* MATERIAL PROVIDED

——————————

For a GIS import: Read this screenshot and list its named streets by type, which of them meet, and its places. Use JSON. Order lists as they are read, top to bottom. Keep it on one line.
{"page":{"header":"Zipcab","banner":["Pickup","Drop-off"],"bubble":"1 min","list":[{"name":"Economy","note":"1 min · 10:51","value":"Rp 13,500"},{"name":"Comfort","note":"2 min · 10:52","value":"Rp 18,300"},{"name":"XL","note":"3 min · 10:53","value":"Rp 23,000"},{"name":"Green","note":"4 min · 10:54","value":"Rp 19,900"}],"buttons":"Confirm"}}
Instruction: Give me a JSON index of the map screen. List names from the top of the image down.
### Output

——————————

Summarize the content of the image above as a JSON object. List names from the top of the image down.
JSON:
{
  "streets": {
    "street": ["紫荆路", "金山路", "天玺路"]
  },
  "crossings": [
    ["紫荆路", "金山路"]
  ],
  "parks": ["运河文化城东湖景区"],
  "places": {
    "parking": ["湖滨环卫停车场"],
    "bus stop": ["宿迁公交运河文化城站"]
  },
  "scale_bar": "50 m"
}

——————————

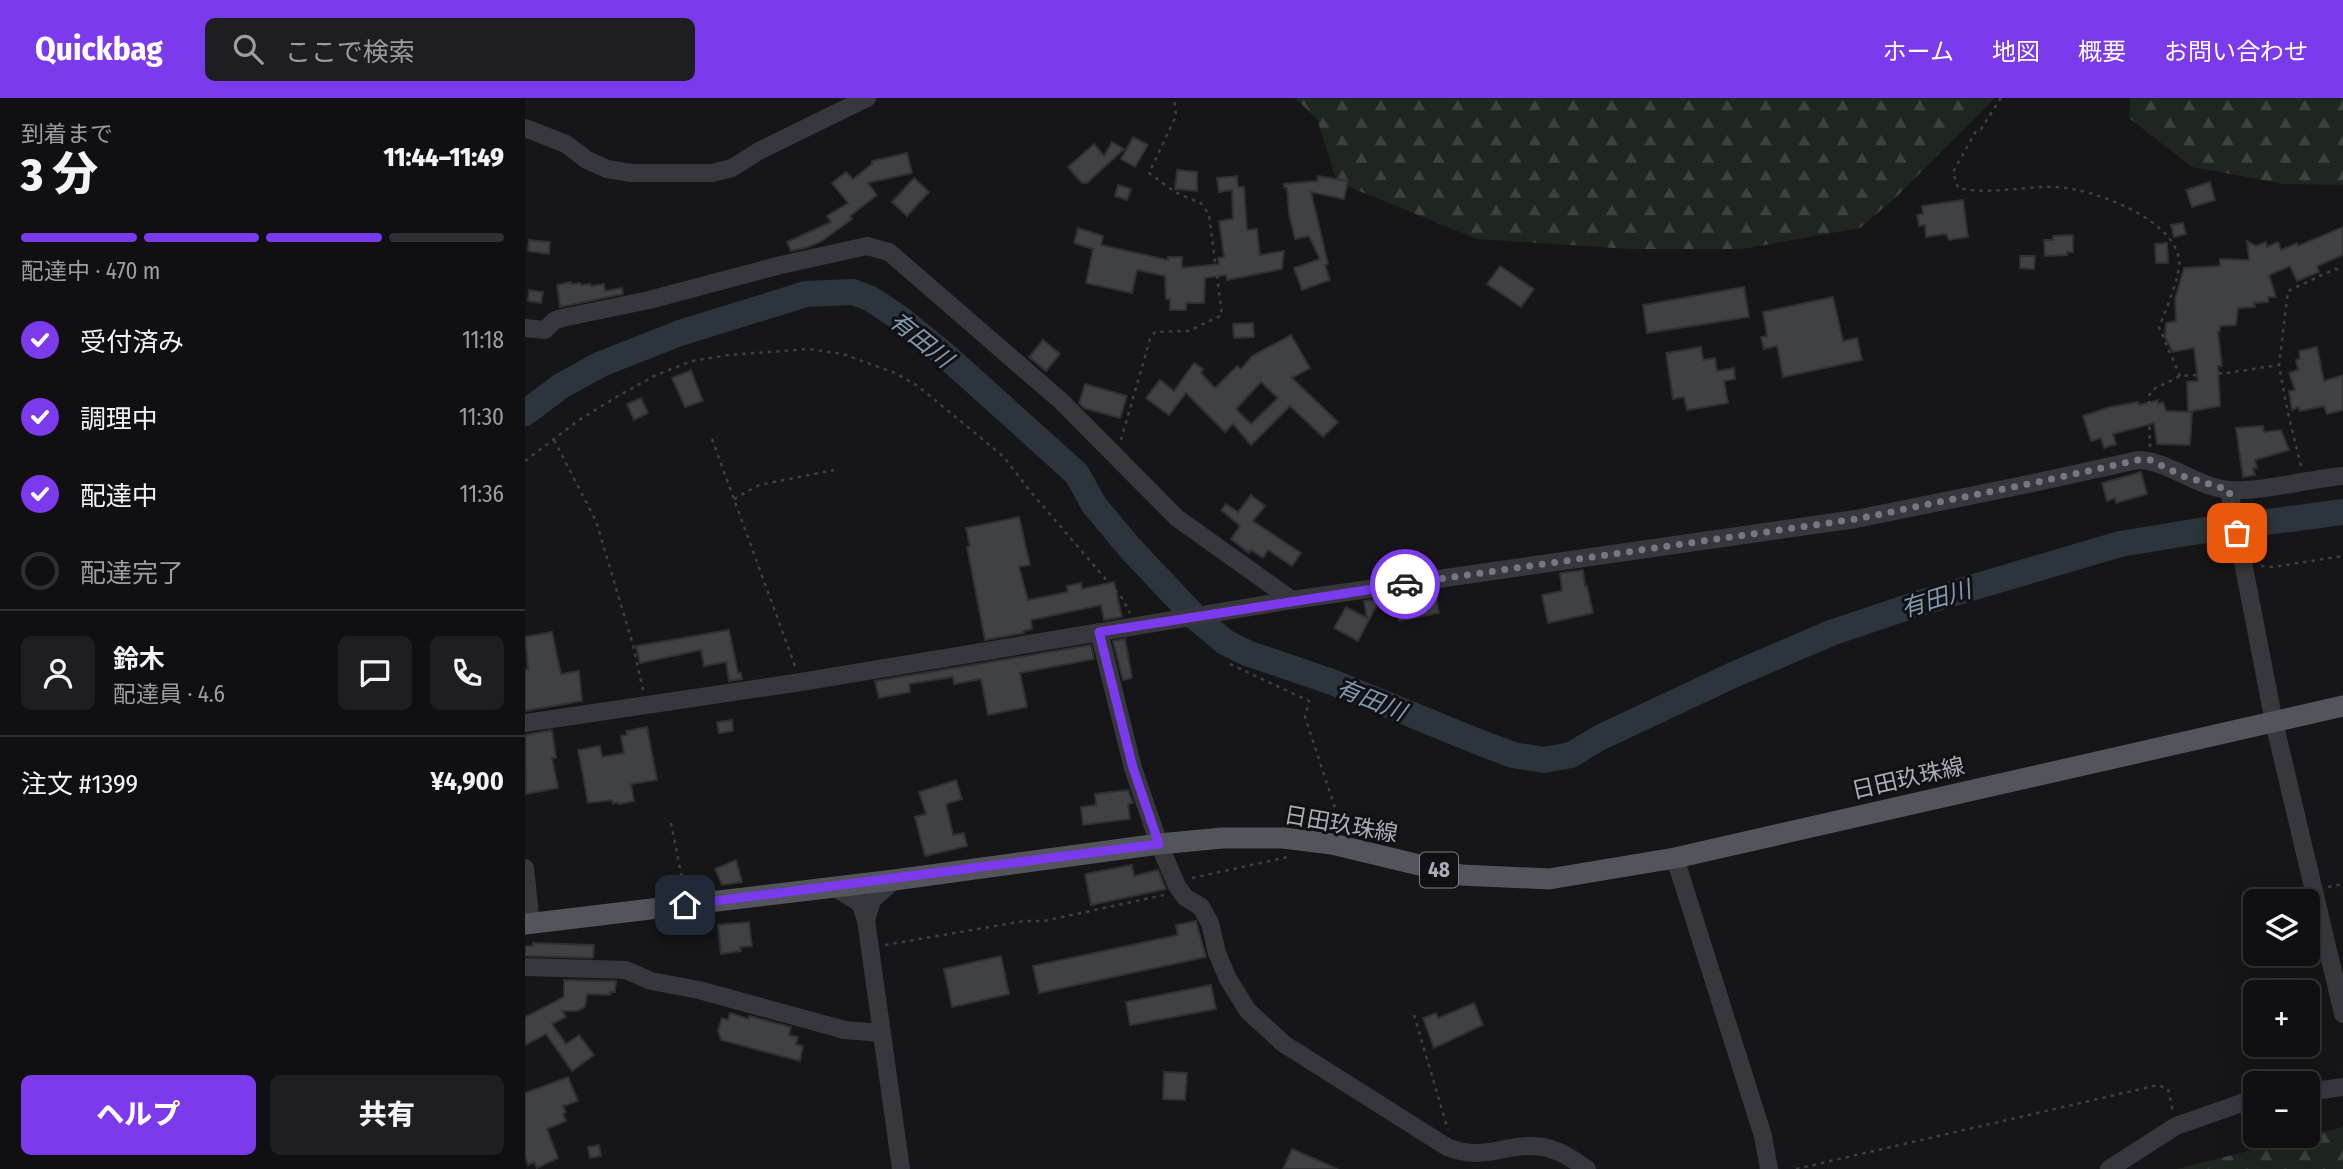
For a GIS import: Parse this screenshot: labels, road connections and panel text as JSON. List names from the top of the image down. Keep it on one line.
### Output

——————————

A single number is the whole answer: the tally of lines in the entries that hold "image".

3